[SUPPLIED RECORDS — start]

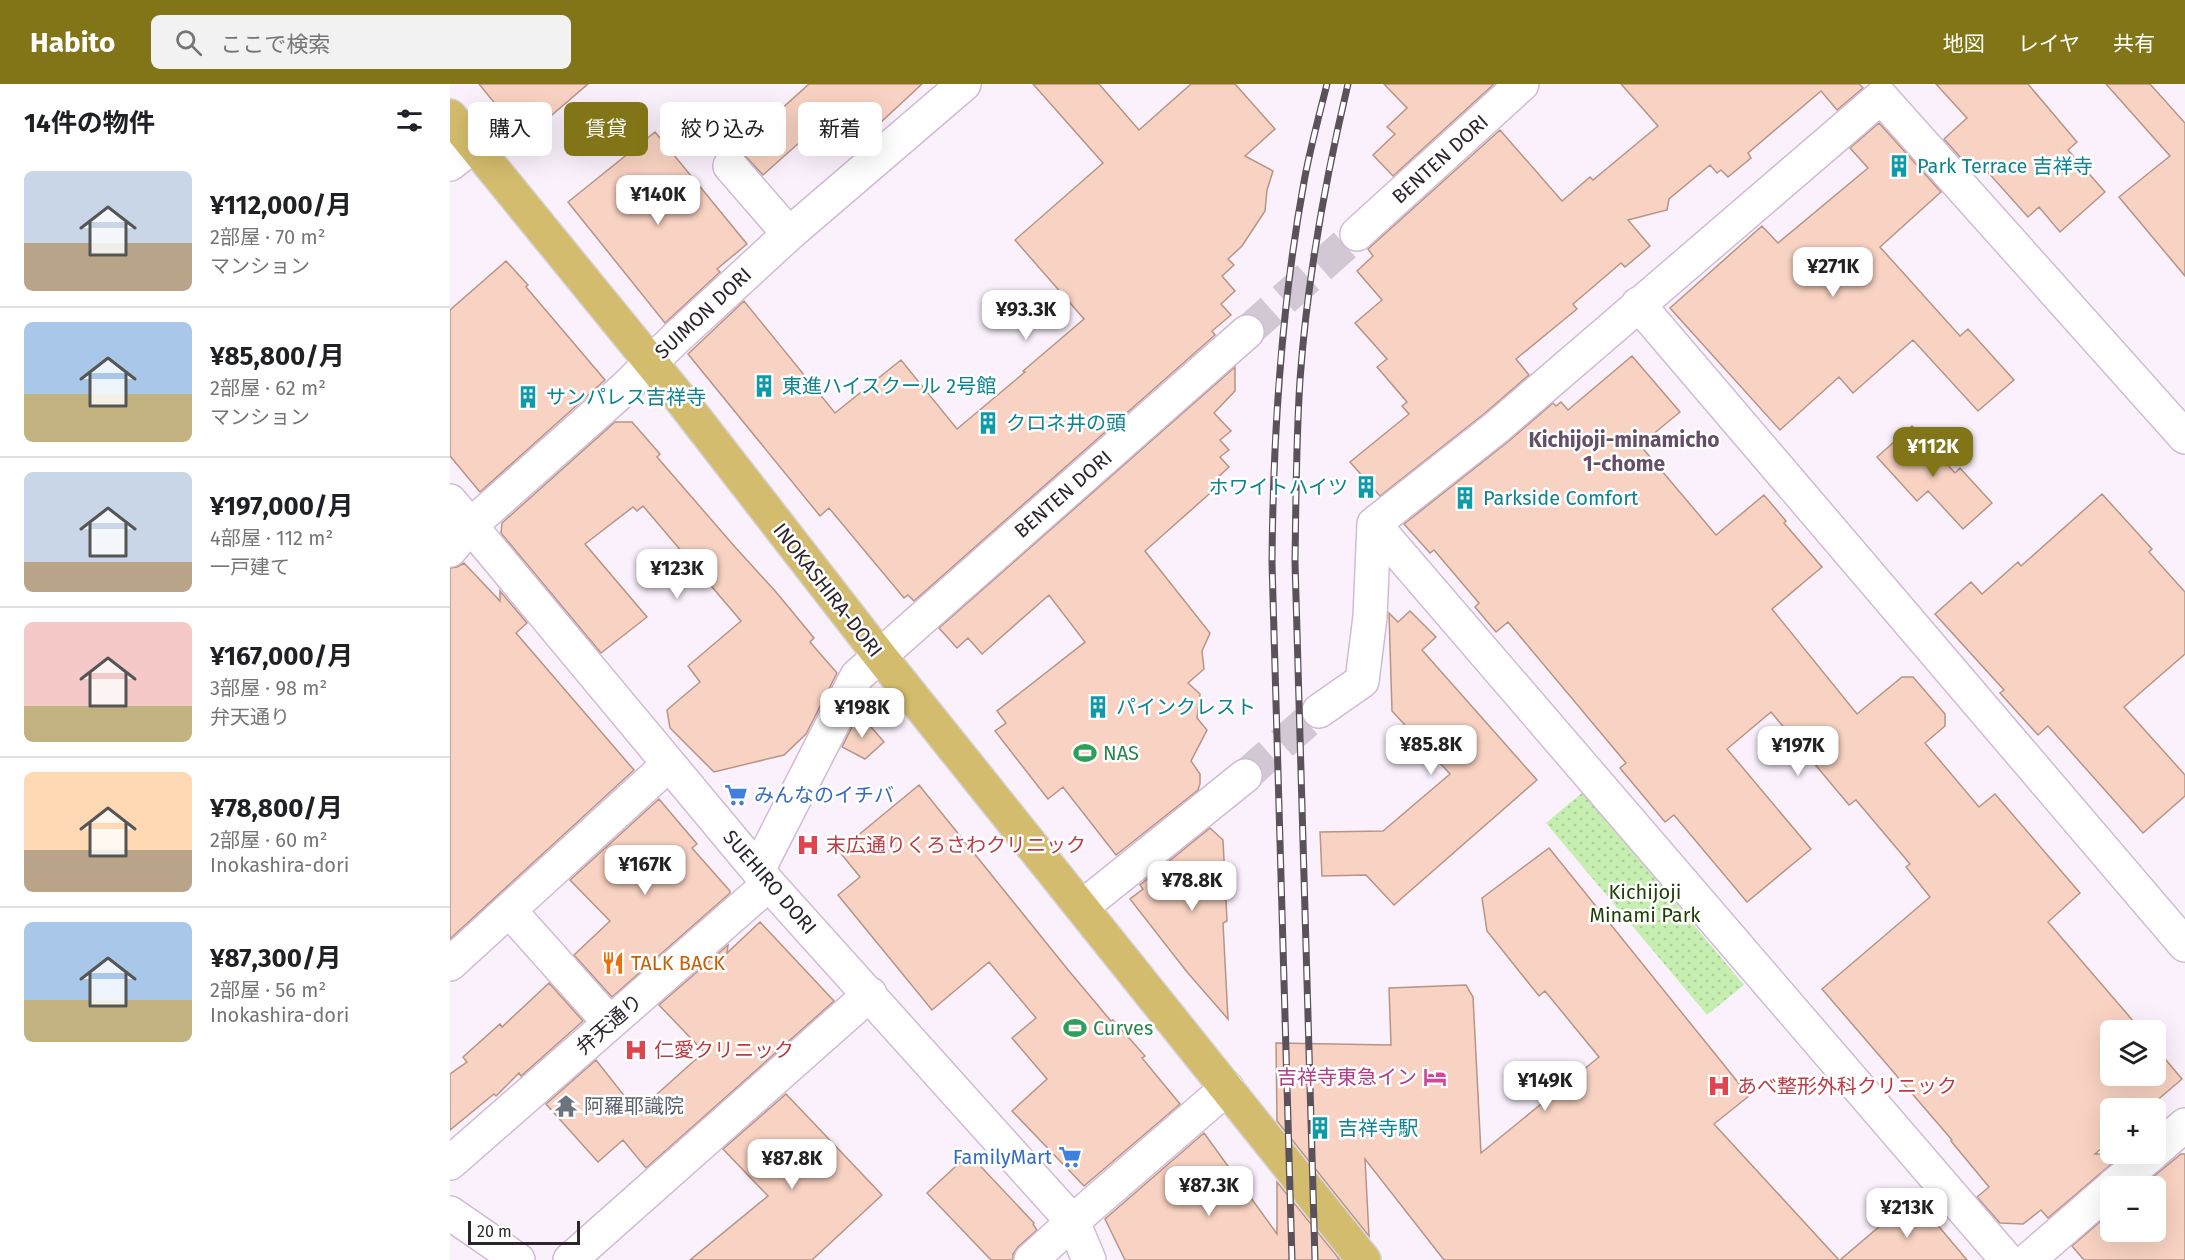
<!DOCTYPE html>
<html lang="ja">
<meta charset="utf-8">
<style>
body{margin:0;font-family:"Fira Sans","Noto Sans JP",sans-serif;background:#f2f2f2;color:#202124;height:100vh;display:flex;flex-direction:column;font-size:22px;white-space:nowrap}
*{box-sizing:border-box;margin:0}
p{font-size:20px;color:#757577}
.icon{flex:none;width:33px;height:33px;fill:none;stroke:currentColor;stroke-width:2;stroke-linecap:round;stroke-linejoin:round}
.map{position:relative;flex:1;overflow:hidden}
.panel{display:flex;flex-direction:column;background:#fff;width:450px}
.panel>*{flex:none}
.banner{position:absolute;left:18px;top:18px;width:570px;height:54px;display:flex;gap:12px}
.controls{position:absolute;left:1650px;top:936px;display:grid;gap:12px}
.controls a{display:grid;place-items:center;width:66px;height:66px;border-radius:9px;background:#fff;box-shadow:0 6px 24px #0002;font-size:30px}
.scale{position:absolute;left:18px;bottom:15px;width:112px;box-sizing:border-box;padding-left:6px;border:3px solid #2d242e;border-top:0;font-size:16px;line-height:21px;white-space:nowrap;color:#2d242e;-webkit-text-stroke:4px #fff;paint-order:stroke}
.price{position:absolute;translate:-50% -51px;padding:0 14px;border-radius:12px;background:#fff;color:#222;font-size:20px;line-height:39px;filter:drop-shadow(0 2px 3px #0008)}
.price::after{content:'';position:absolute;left:50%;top:36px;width:18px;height:14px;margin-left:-9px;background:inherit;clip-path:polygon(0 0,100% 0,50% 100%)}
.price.active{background:#817517;color:#fff}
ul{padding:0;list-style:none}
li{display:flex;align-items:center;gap:18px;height:150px;padding:0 24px}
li+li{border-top:2px solid #e0e0e0}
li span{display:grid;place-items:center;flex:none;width:168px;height:120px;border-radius:9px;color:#555}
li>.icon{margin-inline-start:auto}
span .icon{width:72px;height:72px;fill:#fffc;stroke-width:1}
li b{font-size:26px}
h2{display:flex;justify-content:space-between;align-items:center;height:72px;padding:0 24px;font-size:26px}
.pill{padding:0 21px;border-radius:9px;background:#fff;box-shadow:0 6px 24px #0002;font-size:21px;line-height:54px}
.pill.active{background:#817517;color:#fff}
header{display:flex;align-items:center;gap:36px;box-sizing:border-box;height:84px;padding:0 30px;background:#817517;color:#fff}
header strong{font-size:28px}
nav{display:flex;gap:33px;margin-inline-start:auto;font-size:21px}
.search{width:420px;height:54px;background:#f2f2f2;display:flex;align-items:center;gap:15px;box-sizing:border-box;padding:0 21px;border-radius:9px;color:#757577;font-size:22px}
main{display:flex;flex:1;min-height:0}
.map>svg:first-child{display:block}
</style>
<header>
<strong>Habito</strong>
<div class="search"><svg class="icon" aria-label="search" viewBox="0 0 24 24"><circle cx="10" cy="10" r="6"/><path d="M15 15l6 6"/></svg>ここで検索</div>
<nav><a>地図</a><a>レイヤ</a><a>共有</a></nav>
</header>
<main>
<section class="panel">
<h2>14件の物件<svg class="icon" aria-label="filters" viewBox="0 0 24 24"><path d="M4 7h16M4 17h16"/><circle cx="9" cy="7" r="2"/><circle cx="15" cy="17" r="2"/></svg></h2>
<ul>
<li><span style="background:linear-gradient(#c9d6e8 60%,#b9a48a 0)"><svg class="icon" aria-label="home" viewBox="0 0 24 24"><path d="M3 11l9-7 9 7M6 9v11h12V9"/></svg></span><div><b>¥112,000/月</b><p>2部屋 · 70 m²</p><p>マンション</p></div></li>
<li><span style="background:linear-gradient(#a9c7e8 60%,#c2b280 0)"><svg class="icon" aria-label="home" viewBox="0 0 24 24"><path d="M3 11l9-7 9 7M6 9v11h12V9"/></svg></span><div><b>¥85,800/月</b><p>2部屋 · 62 m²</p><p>マンション</p></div></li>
<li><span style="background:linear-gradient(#c9d6e8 75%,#b9a48a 0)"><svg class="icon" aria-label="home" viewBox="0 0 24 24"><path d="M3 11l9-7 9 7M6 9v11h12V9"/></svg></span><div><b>¥197,000/月</b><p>4部屋 · 112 m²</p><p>一戸建て</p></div></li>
<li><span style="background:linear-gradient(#f6c9c9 70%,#c2b280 0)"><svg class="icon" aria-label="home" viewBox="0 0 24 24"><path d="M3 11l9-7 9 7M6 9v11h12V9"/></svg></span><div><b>¥167,000/月</b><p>3部屋 · 98 m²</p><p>弁天通り</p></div></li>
<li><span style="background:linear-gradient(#ffd9b3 65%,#b9a48a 0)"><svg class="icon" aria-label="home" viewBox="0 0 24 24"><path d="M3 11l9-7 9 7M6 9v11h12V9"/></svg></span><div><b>¥78,800/月</b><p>2部屋 · 60 m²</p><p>Inokashira-dori</p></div></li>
<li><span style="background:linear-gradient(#a9c7e8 65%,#c2b280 0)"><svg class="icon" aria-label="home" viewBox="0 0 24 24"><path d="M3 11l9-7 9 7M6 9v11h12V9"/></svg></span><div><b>¥87,300/月</b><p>2部屋 · 56 m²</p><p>Inokashira-dori</p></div></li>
</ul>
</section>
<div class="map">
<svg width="1735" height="1176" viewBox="0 0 1735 1176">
<defs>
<pattern id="park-dots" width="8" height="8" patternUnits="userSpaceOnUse" patternTransform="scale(1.5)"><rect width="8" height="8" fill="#c5eeb0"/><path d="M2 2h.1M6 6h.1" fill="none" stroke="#aacc98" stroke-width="1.8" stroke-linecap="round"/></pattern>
</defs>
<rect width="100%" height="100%" fill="#fbf1fd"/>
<path fill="url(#park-dots)" d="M1133 708 1294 901 1257 931 1096 739Z"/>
<path fill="#f8d2c2" stroke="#b79485" stroke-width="1.5" d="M29 0H138L74 55Z
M359 0H472L415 53 388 24 313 91 288 64Z
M583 0H649L689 46 741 0H785L825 45 795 72 823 87 817 106 815 127 792 162 778 175 784 181 772 192 785 207 771 220 781 231 762 247 765 251 464 517 458 511 454 514 379 424 370 432 238 270 294 217 385 329 451 276 507 345 575 288 573 287 634 235 565 156 653 79Z
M934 0H1044L943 92 923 71 945 50 937 43 957 24Z
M1171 0H1409L1413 4 1387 26 1371 7 1298 69 1301 74 1278 93 1271 86 1267 89 1260 81 1219 115 1217 126 1178 136 1200 162 1175 183 1171 179 1123 220 1127 225 1066 275 1079 291 1035 329 930 412 900 378 959 330 952 322 957 318 927 283 937 275 905 239 932 216 907 187 923 172 918 165 1050 46 1112 117 1140 93 1143 96 1208 42Z
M1486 0H1578L1627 58 1618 66 1655 108 1610 148 1589 123 1578 133 1527 76 1519 83 1494 55 1517 34Z
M1656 0H1700L1735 39V192L1669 113 1720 72Z
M1429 39 1491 108 1430 163 1510 252 1518 245 1564 296 1528 327 1463 256 1403 309 1389 293 1330 346 1220 224 1312 142 1328 159 1418 84 1400 64Z
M205 48 297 160 267 185 270 188 215 239 118 118Z
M56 177 78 201 76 203 155 296 30 408 0 372V226Z
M1182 272 1230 328 1190 361 1266 451 1314 411 1336 437 1334 439 1372 483 1322 525 1407 630 1452 593H1463L1495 630V642L1475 659 1529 723 1545 710 1630 809 1598 838 1691 946H1660V992H1706V964L1732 995 1698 1024H1660V1057L1645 1070H1673L1598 1134 1591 1126 1573 1140 1550 1139 1527 1113 1539 1103 1501 1057 1502 1056 1372 905 1480 813 1456 783 1460 780 1406 716 1399 721 1321 628 1277 665 1361 765 1297 818 1224 731 1215 738 1170 684 1176 679 1058 538 1046 548 1025 523 1029 519 984 466 980 469 954 440 1059 357 1103 319 1106 322 1111 318 1118 326Z
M785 283V307L764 329 781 347 770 356 779 366 770 373 779 383 763 398 767 403 695 467 760 549 752 567 754 585 738 599 750 610 747 634 757 646 741 677 750 690V700L748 706 666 771 613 703 598 715 545 647 556 639 547 627 635 558 599 511 532 570 518 554 507 564 489 544Z
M165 338H182L210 370 207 373 285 463 326 508 364 554 360 558 387 589 356 650 334 671 264 688 220 644 217 626 250 598 238 582 291 537 193 422 187 427 183 423 135 460 197 533 151 569 51 449 52 439Z
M1462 342 1505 389 1510 384 1542 419 1513 445 1478 407 1467 417 1427 373Z
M1652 410 1702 465 1699 468 1735 508V570L1674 623 1735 691V712L1693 749 1598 642 1588 651 1550 609 1554 606 1485 530 1521 498 1532 510 1568 478 1571 482Z
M14 479 50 517V507L77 539 66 549 184 686 0 855V484L7 483Z
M960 527 986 553 972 566 1087 696 944 821 916 791 872 792 870 748 933 747 1000 690 942 627 939 529 948 538Z
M409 629 434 658 415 675 392 663Z
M469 701 619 887 661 937 663 936 695 972 692 974 730 1020 634 1102 562 1027 597 995 562 954 586 934 539 878 482 926 388 811 410 793 389 767Z
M209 715 247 760 242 764 280 807V809L162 913 124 871 160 837 120 796Z
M760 744 773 756 777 837 773 839 778 935 737 888 680 815 693 805 690 801Z
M1099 764 1299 1012 1264 1040 1389 1176H994L915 1075 919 1152 827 1037 826 959 941 961 939 904 1016 901 1023 913 1031 1069 1149 973 1095 907 1089 912 1037 847 1032 814Z
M310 838 384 917 196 1084 173 1056 148 1078 96 1020 146 976 187 1028 254 968 209 921 278 861 277 869Z
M99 899 133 937 71 992 69 989 46 1012 44 1010 0 1046V990L17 978 13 973 50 940 52 943Z
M336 1010 432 1111 362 1176H240L318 1112 273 1065Z
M754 1049 827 1150V1098L890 1176H675L655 1135Z
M519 1070 584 1139 583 1140 587 1146 568 1163 563 1170V1176H541L477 1109Z
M1731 1070H1735V1176H1634L1622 1162 1660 1129V1148H1706V1102H1692Z
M1464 1113 1517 1176H1390Z"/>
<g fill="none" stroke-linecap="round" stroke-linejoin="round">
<path stroke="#d2c8d4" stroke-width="33" stroke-dasharray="33 16" stroke-linecap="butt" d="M797 248 907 150
M795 692 869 627"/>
<g stroke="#d2bad6" stroke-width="36">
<path id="minor" d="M0 80 23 62
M280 82 339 150
M907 150 1072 0
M1188 220 1735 861
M0 417 319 800 623 1138 639 1176
M924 440 1557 1176
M0 466 21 441 174 305 225 255 339 150 514 0
M869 627 912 597 920 533 924 440 1047 343 1431 13 1735 353
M308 786 407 592 797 248
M632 823 795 692
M59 826 160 939
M0 880 219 680
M1706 1066 1735 1041
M0 1079 319 800
M1663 1102 1702 1070
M0 1129 68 1176
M120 1176 420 910
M581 1176 637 1125 777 1004
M1578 1176 1660 1105"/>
</g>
<g stroke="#d5d3d5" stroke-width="36">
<path id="major" d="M0 32 225 308 430 572 914 1176"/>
</g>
<use href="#minor" stroke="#fff" stroke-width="33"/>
<use href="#major" stroke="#d3bc6d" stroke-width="33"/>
<g stroke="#5a515b" stroke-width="7">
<path id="rail" d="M842 1176 822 479C823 351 831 224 854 98 860 65 869 32 877 0
M865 1176 845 478C846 418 846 357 850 296 857 196 875 97 898 0"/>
</g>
<use href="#rail" stroke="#fff" stroke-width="4.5" stroke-dasharray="14" stroke-linecap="butt"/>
</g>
<defs>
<g id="building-bare" transform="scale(1.8)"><path d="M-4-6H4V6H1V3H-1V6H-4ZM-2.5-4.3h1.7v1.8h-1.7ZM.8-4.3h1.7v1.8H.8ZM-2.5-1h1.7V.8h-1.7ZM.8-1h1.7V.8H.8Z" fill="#0f9aa8" stroke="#fff" stroke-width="2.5" paint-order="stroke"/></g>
<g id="stadium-bare" transform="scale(1.8)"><path d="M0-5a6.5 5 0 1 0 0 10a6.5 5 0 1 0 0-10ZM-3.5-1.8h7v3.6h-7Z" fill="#2e9e5b" stroke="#fff" stroke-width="2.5" paint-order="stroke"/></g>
<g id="supermarket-bare" transform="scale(1.8)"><path d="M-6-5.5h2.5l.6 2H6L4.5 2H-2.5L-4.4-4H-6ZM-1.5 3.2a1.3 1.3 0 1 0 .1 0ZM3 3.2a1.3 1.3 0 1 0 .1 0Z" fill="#3f7fe0" stroke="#fff" stroke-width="2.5" paint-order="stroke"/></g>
<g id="hospital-bare" transform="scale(1.8)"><path d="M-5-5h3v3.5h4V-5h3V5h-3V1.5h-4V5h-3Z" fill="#e0444e" stroke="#fff" stroke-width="2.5" paint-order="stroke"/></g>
<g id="restaurant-bare" transform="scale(1.8)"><path d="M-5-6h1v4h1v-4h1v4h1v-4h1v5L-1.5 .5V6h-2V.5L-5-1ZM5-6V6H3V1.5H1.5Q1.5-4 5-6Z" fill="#e8710a" stroke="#fff" stroke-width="2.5" paint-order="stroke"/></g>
<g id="hotel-bare" transform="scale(1.8)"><path d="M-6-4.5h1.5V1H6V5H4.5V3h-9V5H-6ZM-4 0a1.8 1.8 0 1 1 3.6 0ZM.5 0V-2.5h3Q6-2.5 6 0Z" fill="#d1479c" stroke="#fff" stroke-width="2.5" paint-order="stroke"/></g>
<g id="temple-bare" transform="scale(1.8)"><path d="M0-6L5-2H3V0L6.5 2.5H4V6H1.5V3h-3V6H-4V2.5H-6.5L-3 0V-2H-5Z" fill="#6b7280" stroke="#fff" stroke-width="2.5" paint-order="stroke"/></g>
</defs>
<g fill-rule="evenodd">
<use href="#building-bare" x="1449" y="82"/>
<use href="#building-bare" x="314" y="302"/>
<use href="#building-bare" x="78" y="313"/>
<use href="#building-bare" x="538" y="339"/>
<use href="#building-bare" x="916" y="403"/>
<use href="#building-bare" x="1015" y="414"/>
<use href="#building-bare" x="648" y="623"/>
<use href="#stadium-bare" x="635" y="669"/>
<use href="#supermarket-bare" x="286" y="711"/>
<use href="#hospital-bare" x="358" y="761"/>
<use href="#restaurant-bare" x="163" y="879"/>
<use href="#stadium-bare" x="625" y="944"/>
<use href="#hospital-bare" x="186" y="966"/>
<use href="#hotel-bare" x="985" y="993"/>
<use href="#hospital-bare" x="1269" y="1002"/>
<use href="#temple-bare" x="116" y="1022"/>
<use href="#building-bare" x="870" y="1044"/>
<use href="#supermarket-bare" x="620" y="1073"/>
</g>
<g text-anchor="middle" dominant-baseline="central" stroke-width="5" stroke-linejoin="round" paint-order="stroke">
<g font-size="20" fill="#2d242e" stroke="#fff">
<text transform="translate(990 75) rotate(-42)">BENTEN DORI</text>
<text transform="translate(253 229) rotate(-43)">SUIMON DORI</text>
<text transform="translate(613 410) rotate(-41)">BENTEN DORI</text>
<text transform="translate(378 506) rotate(52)">INOKASHIRA-DORI</text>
<text transform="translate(320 798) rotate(49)">SUEHIRO DORI</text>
<text transform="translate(159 940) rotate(-41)">弁天通り</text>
</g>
<g font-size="20" fill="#0d838f" stroke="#fff" text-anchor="start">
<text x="1467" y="82">Park Terrace 吉祥寺</text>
<text x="332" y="302">東進ハイスクール 2号館</text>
<text x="96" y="313">サンパレス吉祥寺</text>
<text x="556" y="339">クロネ井の頭</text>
<text x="898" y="403" text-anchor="end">ホワイトハイツ</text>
<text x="1033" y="414">Parkside Comfort</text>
<text x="666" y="623">パインクレスト</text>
<text x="888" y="1044">吉祥寺駅</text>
</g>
<g font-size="20" fill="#27864d" stroke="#fff" text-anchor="start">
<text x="653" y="669">NAS</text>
<text x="643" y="944">Curves</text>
</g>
<g font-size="20" fill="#366cbe" stroke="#fff" text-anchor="start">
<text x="304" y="711">みんなのイチバ</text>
<text x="602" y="1073" text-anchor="end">FamilyMart</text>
</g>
<g font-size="20" fill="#be3a42" stroke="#fff" text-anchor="start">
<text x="376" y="761">末広通りくろさわクリニック</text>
<text x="204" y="966">仁愛クリニック</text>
<text x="1287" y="1002">あべ整形外科クリニック</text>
</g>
<g font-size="20" fill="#1f4006" stroke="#fff">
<text x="1195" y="808">Kichijoji<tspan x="1195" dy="23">Minami Park</tspan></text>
</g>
<g font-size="20" fill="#c56008" stroke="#fff" text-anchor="start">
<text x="181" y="879">TALK BACK</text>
</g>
<g font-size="20" fill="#b23c85" stroke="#fff" text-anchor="end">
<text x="967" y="993">吉祥寺東急イン</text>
</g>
<g font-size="20" fill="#5b616d" stroke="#fff" text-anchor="start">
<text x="134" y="1022">阿羅耶識院</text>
</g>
<g font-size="21" font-weight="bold" fill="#654f68" stroke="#fff">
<text x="1174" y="356">Kichijoji-minamicho<tspan x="1174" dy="24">1-chome</tspan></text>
</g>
</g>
</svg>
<div class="controls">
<a><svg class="icon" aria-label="layers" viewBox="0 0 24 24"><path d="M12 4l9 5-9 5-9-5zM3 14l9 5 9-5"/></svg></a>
<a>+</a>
<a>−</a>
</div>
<div class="scale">20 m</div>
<b class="price" style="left:208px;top:142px">¥140K</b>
<b class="price" style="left:1383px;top:214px">¥271K</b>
<b class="price" style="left:576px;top:257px">¥93.3K</b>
<b class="price active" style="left:1483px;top:394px">¥112K</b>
<b class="price" style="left:227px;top:516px">¥123K</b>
<b class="price" style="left:412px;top:655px">¥198K</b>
<b class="price" style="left:981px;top:692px">¥85.8K</b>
<b class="price" style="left:1348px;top:693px">¥197K</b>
<b class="price" style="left:195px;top:812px">¥167K</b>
<b class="price" style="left:742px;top:828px">¥78.8K</b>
<b class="price" style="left:1095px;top:1028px">¥149K</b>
<b class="price" style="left:342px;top:1106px">¥87.8K</b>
<b class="price" style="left:759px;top:1133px">¥87.3K</b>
<b class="price" style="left:1457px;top:1155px">¥213K</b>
<div class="banner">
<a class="pill">購入</a>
<a class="pill active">賃貸</a>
<a class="pill">絞り込み</a>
<a class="pill">新着</a>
</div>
</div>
</main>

[SUPPLIED RECORDS — finish]

Pull each line holding "grid" out of the listing.

• ANSWER TO THE EXERCISE:
.controls{position:absolute;left:1650px;top:936px;display:grid;gap:12px}
.controls a{display:grid;place-items:center;width:66px;height:66px;border-radius:9px;background:#fff;box-shadow:0 6px 24px #0002;font-size:30px}
li span{display:grid;place-items:center;flex:none;width:168px;height:120px;border-radius:9px;color:#555}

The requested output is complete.